L’annonce ne faisait plus de doute. Les États-Unis ont officiellement accepté ce mercredi un Boeing offert par le Qatar pour être utilisé comme l’avion présidentiel, l’Air Force One. «Le secrétaire à la Défense a accepté un Boeing 747-8 du Qatar conformément à toutes les règles et réglementations fédérales, a déclaré Sean Parnell, porte-parole en chef du Pentagone, dans un communiqué relayé par le New York Times et ABC News. Le ministère de la Défense s’efforcera de garantir que des mesures de sécurité appropriées soient prises en compte pour un avion utilisé pour transporter le président des États-Unis.»

Ce cadeau de la famille royale de l’Émirat est estimé à 400 millions de dollars par des experts et dépeint par des médias américains comme un «palace dans le ciel». Il pourrait s’agir du bien le plus onéreux jamais offert au gouvernement des États-Unis. Ce don pose la question de potentiels conflits d’intérêts, d’autant que la Constitution américaine interdit aux dépositaires de l’autorité publique d’accepter des cadeaux «de la part d’un roi, d’un prince ou d’un État étranger».

Rappelant cette règle constitutionnelle, des sénateurs démocrates – Cory Booker, Brian Schatz, Chris Coons et Chris Murphy – ont dénoncé dans un communiqué conjoint ce cadeau, assurant qu’il «crée un conflit d’intérêts évident, soulève de graves questions de sécurité nationale, invite à l’influence étrangère et sape la confiance du public dans notre gouvernement». Le sénateur Chris Murphy a même promis de bloquer toute vente d’armes future à un «pays qui fait des affaires personnelles directes avec Trump».

«Ils nous donnent un avion gratuitement»

Interrogé par un journaliste, Donald Trump avait assuré la semaine passée qu’il n’utiliserait pas l’avion à des fins personnelles après son mandat. «Vous devriez avoir honte de poser cette question», avait-il répondu à un journaliste. «Ils nous donnent un avion gratuitement. Je pourrais dire “non, non, non, ne nous le donnez pas, je veux payer un milliard de dollars ou 400 millions de dollars, ou quoi que ce soit d’autre”. Ou je pourrais dire, “merci beaucoup”», a-t-il continué. «C’est un beau geste venant du Qatar. Je suis très reconnaissant. Je ne suis pas du genre à refuser une telle offre. Je pourrais être une personne stupide et dire “Non, nous ne voulons pas qu’on nous donne un avion très cher”», avait ajouté le président américain, avant de faire étape au Qatar la semaine passée dans le cadre d’une tournée dans le Golfe.

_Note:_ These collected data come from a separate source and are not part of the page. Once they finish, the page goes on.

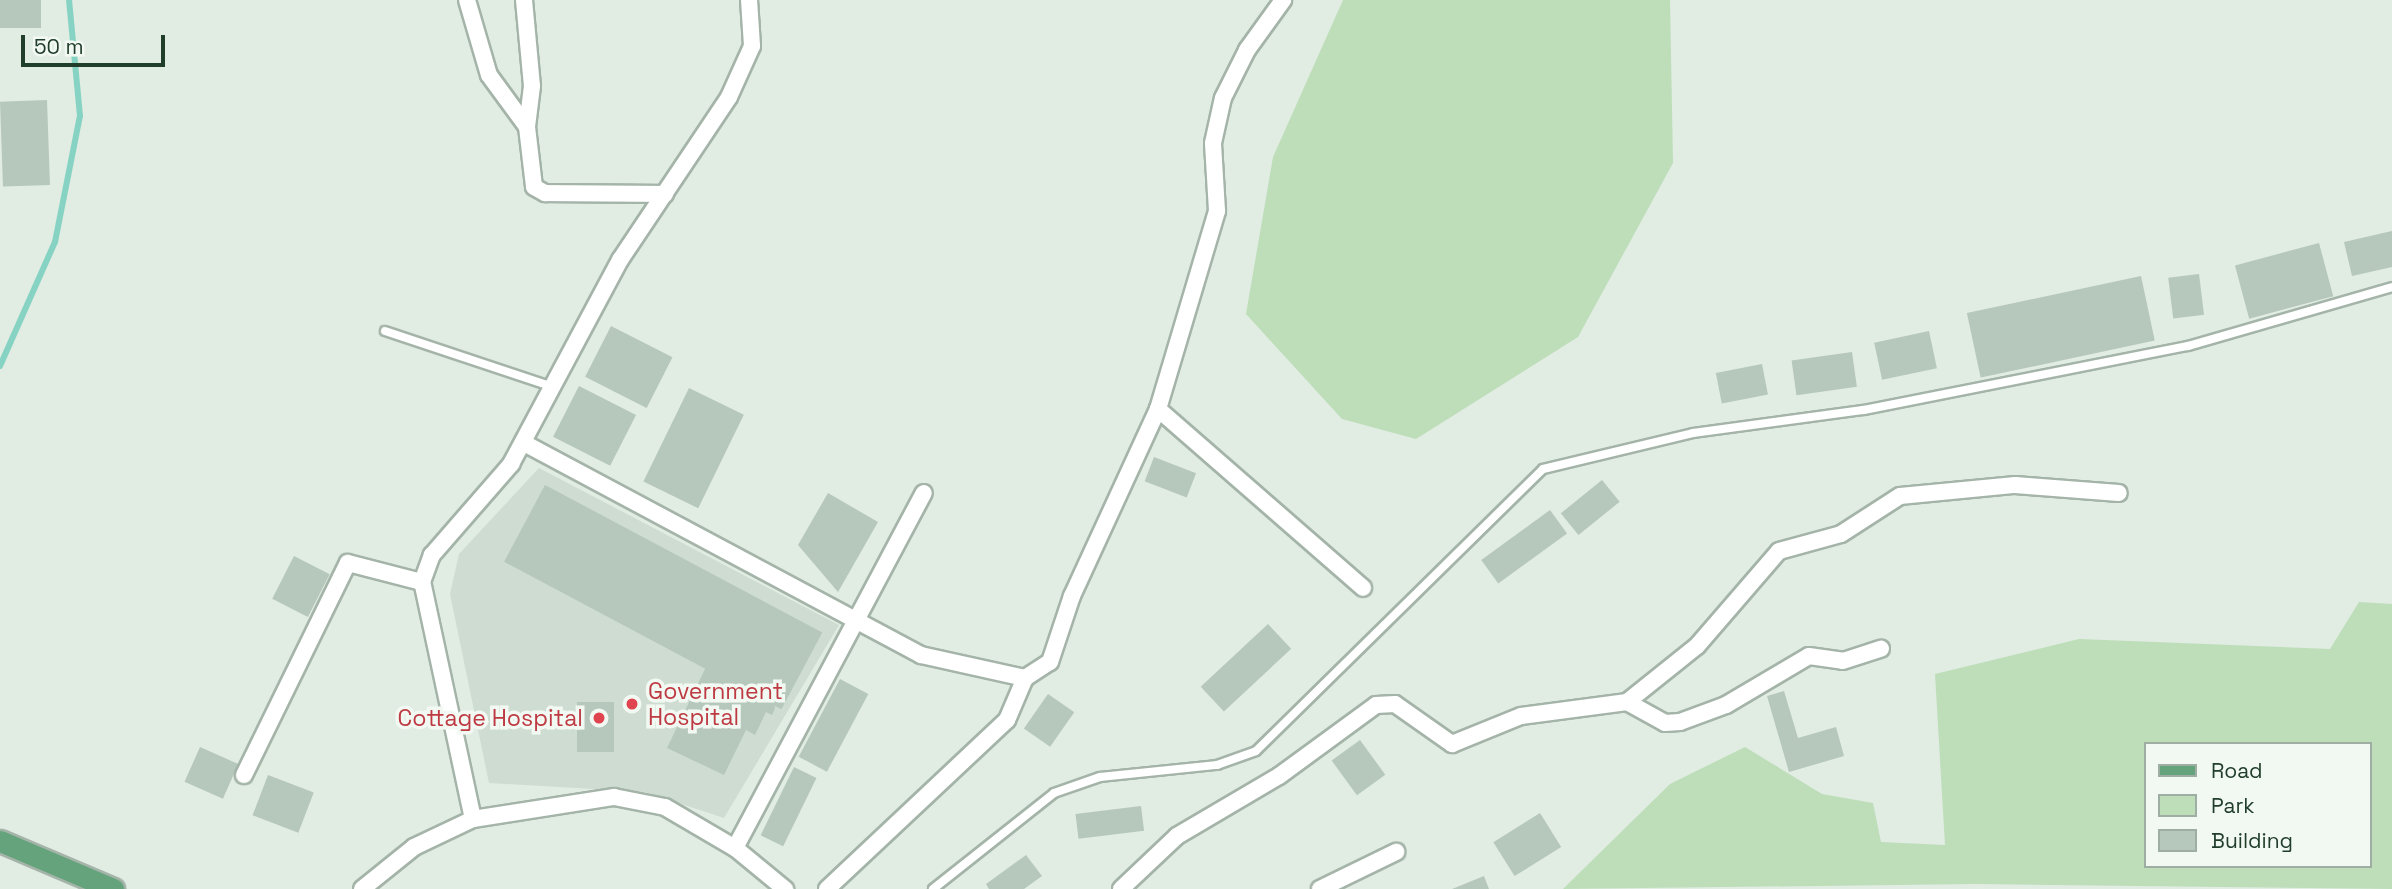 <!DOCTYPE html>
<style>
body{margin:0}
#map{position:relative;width:2392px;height:889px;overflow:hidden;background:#e1ece3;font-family:"Space Grotesk",sans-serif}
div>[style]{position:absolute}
.built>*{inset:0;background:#cfdcd1}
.green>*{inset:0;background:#bddeb9}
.stream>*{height:6px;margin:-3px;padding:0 3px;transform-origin:3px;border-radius:3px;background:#87d3c3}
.building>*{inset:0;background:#b6c7bb;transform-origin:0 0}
.roads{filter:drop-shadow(2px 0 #a4b4a8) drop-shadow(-2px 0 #a4b4a8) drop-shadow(0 2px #a4b4a8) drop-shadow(0 -2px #a4b4a8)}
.service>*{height:8px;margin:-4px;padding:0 4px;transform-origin:4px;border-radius:4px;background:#fff}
.minor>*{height:16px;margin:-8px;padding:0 8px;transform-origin:8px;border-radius:8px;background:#fff}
.primary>*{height:21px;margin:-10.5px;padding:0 10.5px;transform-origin:10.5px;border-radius:10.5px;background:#64a37c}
.dots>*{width:19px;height:19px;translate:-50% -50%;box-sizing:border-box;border:4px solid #f2f9f3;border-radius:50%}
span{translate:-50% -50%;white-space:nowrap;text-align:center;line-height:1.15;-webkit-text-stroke:7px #f2f9f3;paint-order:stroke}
.health-label{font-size:23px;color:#be3a42}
.left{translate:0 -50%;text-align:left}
.right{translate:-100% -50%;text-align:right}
.legend{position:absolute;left:2144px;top:742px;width:228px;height:126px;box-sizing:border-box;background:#f2f9f3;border:2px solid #9eaea3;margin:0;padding:9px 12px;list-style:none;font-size:21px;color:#213e2b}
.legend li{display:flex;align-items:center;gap:14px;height:35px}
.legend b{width:35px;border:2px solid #9eaea3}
.scale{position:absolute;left:21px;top:35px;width:144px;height:32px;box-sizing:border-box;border:4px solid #213e2b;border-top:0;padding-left:9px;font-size:21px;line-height:24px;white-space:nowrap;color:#213e2b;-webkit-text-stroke:5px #f2f9f3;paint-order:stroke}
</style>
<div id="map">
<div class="built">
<i style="clip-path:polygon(539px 468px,839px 625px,724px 818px,645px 792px,489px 783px,450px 594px,459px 554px)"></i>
</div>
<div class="green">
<i style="clip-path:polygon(1343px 0,1670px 0,1673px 163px,1578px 337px,1416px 439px,1342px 419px,1246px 314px,1273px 157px)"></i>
<i style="clip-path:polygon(evenodd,2359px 602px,2392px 604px,2392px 889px,1975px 884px,1563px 889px,1670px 784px,1745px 747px,1822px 794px,1873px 803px,1881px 842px,1945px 845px,1935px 674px,2079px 639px,2330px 649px,2359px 602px,2145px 744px,2369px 744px,2369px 866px,2145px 866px,2145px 744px)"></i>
</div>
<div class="stream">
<i style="left:0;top:366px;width:136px;rotate:-66.1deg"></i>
<i style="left:55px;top:242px;width:128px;rotate:-78.8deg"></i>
<i style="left:80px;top:116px;width:117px;rotate:-95.4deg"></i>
</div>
<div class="building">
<i style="left:0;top:0;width:41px;height:28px"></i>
<i style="left:47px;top:100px;width:85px;height:47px;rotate:88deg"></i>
<i style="clip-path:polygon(2392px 231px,2392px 267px,2352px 276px,2344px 242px)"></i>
<i style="left:2319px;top:243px;width:55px;height:87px;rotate:75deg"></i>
<i style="left:2199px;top:274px;width:41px;height:31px;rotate:83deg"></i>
<i style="left:2141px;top:276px;width:66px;height:178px;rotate:78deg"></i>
<i style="left:611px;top:326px;width:69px;height:57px;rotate:27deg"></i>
<i style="left:1929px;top:331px;width:38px;height:56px;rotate:78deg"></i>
<i style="left:1852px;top:352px;width:35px;height:61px;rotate:82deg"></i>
<i style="left:1762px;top:364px;width:31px;height:47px;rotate:79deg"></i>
<i style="left:579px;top:386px;width:64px;height:57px;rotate:27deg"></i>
<i style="left:689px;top:388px;width:61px;height:104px;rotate:26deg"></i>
<i style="left:1154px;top:457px;width:45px;height:26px;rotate:21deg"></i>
<i style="left:1602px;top:480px;width:28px;height:53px;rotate:51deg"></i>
<i style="left:545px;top:485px;width:314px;height:87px;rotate:28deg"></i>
<i style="clip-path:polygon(828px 493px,878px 522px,838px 592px,798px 545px)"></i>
<i style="left:1550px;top:510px;width:29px;height:85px;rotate:54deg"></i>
<i style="left:294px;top:556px;width:40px;height:48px;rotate:27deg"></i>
<i style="left:1268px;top:624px;width:34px;height:92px;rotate:47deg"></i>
<i style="clip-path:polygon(706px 667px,773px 699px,775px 708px,772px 715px,766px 712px,755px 735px,746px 730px,724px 775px,667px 748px)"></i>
<i style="left:840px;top:679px;width:32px;height:88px;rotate:28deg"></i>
<i style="clip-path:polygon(1784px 691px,1798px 738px,1836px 727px,1844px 756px,1789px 772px,1767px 696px)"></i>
<i style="left:1048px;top:694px;width:32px;height:42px;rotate:35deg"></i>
<i style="left:577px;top:702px;width:37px;height:50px"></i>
<i style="left:1360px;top:740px;width:43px;height:35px;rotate:54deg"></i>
<i style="left:200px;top:747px;width:42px;height:38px;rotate:24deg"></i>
<i style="left:794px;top:767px;width:25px;height:76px;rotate:26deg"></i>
<i style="left:268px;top:775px;width:49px;height:43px;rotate:21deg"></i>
<i style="left:1141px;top:806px;width:25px;height:66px;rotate:83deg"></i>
<i style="left:1540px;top:813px;width:40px;height:55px;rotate:58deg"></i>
<i style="clip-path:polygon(1026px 855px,1042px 876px,1024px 889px,989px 889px,986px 884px)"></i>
<i style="clip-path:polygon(1484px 876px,1489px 889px,1452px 889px)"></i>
</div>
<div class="roads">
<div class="service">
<i style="left:385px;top:331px;width:174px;rotate:18.4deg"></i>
<i style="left:933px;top:889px;width:154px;rotate:-38.4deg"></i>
<i style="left:1054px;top:793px;width:49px;rotate:-19.2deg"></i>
<i style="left:1100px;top:777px;width:118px;rotate:-5.9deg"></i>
<i style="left:1217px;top:765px;width:41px;rotate:-19.7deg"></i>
<i style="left:1256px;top:751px;width:402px;rotate:-44.5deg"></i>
<i style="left:1543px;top:469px;width:154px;rotate:-13.5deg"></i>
<i style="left:1693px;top:433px;width:173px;rotate:-7.7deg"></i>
<i style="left:1864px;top:410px;width:330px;rotate:-11.2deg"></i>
<i style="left:2188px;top:346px;width:212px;rotate:-16.1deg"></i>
</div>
<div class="minor">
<i style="left:467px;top:0;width:78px;rotate:73.7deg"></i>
<i style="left:489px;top:75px;width:64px;rotate:53.8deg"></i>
<i style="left:527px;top:127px;width:60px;rotate:83.3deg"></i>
<i style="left:534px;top:187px;width:13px;rotate:29deg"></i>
<i style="left:545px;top:193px;width:120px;rotate:0.5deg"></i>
<i style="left:524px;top:0;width:86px;rotate:84.7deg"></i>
<i style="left:532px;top:86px;width:41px;rotate:97deg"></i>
<i style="left:1158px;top:409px;width:272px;rotate:41.1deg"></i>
<i style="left:524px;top:443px;width:450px;rotate:28.1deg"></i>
<i style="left:921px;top:655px;width:107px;rotate:12.5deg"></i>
<i style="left:1025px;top:678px;width:30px;rotate:-33deg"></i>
<i style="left:1050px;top:662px;width:70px;rotate:-71.6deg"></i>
<i style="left:1072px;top:596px;width:206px;rotate:-65.3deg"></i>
<i style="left:1158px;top:409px;width:207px;rotate:-73.4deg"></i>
<i style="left:1217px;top:211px;width:68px;rotate:-93.4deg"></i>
<i style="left:1213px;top:143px;width:46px;rotate:-77.5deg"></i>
<i style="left:1223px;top:98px;width:54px;rotate:-63.4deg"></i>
<i style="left:1247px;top:50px;width:62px;rotate:-54.2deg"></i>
<i style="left:1627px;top:702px;width:43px;rotate:28.9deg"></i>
<i style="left:1665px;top:723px;width:15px;rotate:-4deg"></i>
<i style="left:1680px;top:722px;width:49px;rotate:-20.3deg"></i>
<i style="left:1726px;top:705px;width:96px;rotate:-30.6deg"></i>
<i style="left:1809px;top:656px;width:34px;rotate:8deg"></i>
<i style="left:1843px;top:661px;width:40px;rotate:-18deg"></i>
<i style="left:244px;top:775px;width:236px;rotate:-63.9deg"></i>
<i style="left:348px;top:563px;width:76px;rotate:14.4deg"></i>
<i style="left:473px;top:819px;width:242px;rotate:-102.1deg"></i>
<i style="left:422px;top:582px;width:29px;rotate:-70deg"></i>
<i style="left:432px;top:555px;width:121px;rotate:-49deg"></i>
<i style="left:511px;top:464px;width:231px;rotate:-61.9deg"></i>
<i style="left:620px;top:260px;width:196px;rotate:-56.2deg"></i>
<i style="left:729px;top:97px;width:56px;rotate:-65.7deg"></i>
<i style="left:752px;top:46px;width:46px;rotate:-93.7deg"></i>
<i style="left:735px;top:848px;width:402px;rotate:-62deg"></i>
<i style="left:362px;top:889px;width:67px;rotate:-38.9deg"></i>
<i style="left:414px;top:847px;width:65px;rotate:-25.4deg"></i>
<i style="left:473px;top:819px;width:143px;rotate:-8.9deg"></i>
<i style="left:614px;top:797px;width:52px;rotate:11.1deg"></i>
<i style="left:665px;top:807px;width:81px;rotate:30.4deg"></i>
<i style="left:735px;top:848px;width:65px;rotate:39.4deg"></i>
<i style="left:827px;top:889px;width:247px;rotate:-43.2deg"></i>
<i style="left:1007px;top:720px;width:46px;rotate:-66.8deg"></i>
<i style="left:1121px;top:889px;width:77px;rotate:-43.4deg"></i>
<i style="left:1177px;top:836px;width:118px;rotate:-30.5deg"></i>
<i style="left:1279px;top:776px;width:120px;rotate:-36.2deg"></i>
<i style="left:1376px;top:705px;width:19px;rotate:-3deg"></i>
<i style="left:1395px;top:704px;width:70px;rotate:35.1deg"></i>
<i style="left:1452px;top:744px;width:74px;rotate:-22.1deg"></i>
<i style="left:1521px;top:716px;width:107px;rotate:-7.5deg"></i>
<i style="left:1627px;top:702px;width:90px;rotate:-38.7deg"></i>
<i style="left:1697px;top:646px;width:125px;rotate:-49.2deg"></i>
<i style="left:1779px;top:551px;width:64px;rotate:-15.3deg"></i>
<i style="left:1841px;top:534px;width:70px;rotate:-32.8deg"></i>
<i style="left:1900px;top:496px;width:116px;rotate:-5.5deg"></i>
<i style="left:2015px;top:485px;width:104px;rotate:4.4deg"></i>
<i style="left:1320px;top:889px;width:85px;rotate:-26deg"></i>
</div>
<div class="primary">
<i style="left:0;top:841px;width:123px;rotate:23deg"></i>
</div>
</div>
<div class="dots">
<i style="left:632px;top:704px;background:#e0444e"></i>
<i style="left:599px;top:718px;background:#e0444e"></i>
</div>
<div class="health-label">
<span class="left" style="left:648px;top:704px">Government<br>Hospital</span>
<span class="right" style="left:583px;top:718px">Cottage Hospital</span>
</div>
<ul class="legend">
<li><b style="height:9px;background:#64a37c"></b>Road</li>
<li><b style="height:19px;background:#bddeb9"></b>Park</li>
<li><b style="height:19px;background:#b6c7bb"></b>Building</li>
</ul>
<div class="scale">50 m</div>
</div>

Le recours à un avion offert par une puissance étrangère suscite par ailleurs de vives inquiétudes en termes de sécurité: Air Force One est conçu pour servir de centre de commandement mobile pour le président en cas d’attaque contre les États-Unis. Le président américain a assuré qu’à la fin de son mandat, il offrirait cet «Air Force One» à sa future bibliothèque présidentielle, à la manière d’un de ses prédécesseurs, Ronald Reagan.

Trump mécontent de Boeing

Le dirigeant républicain souhaitait remplacer les deux avions présidentiels actuels, des Boeing 747-200B entrés en service en 1990 sous George Bush père. Depuis son retour au pouvoir, Donald Trump a pesté contre les coûts de maintenance importants de ces appareils. Plus tôt cette année, le président américain a indiqué que «des alternatives» étaient à l’étude concernant le futur Air Force One, faisant part de son mécontentement face aux retards pris par l’avionneur Boeing.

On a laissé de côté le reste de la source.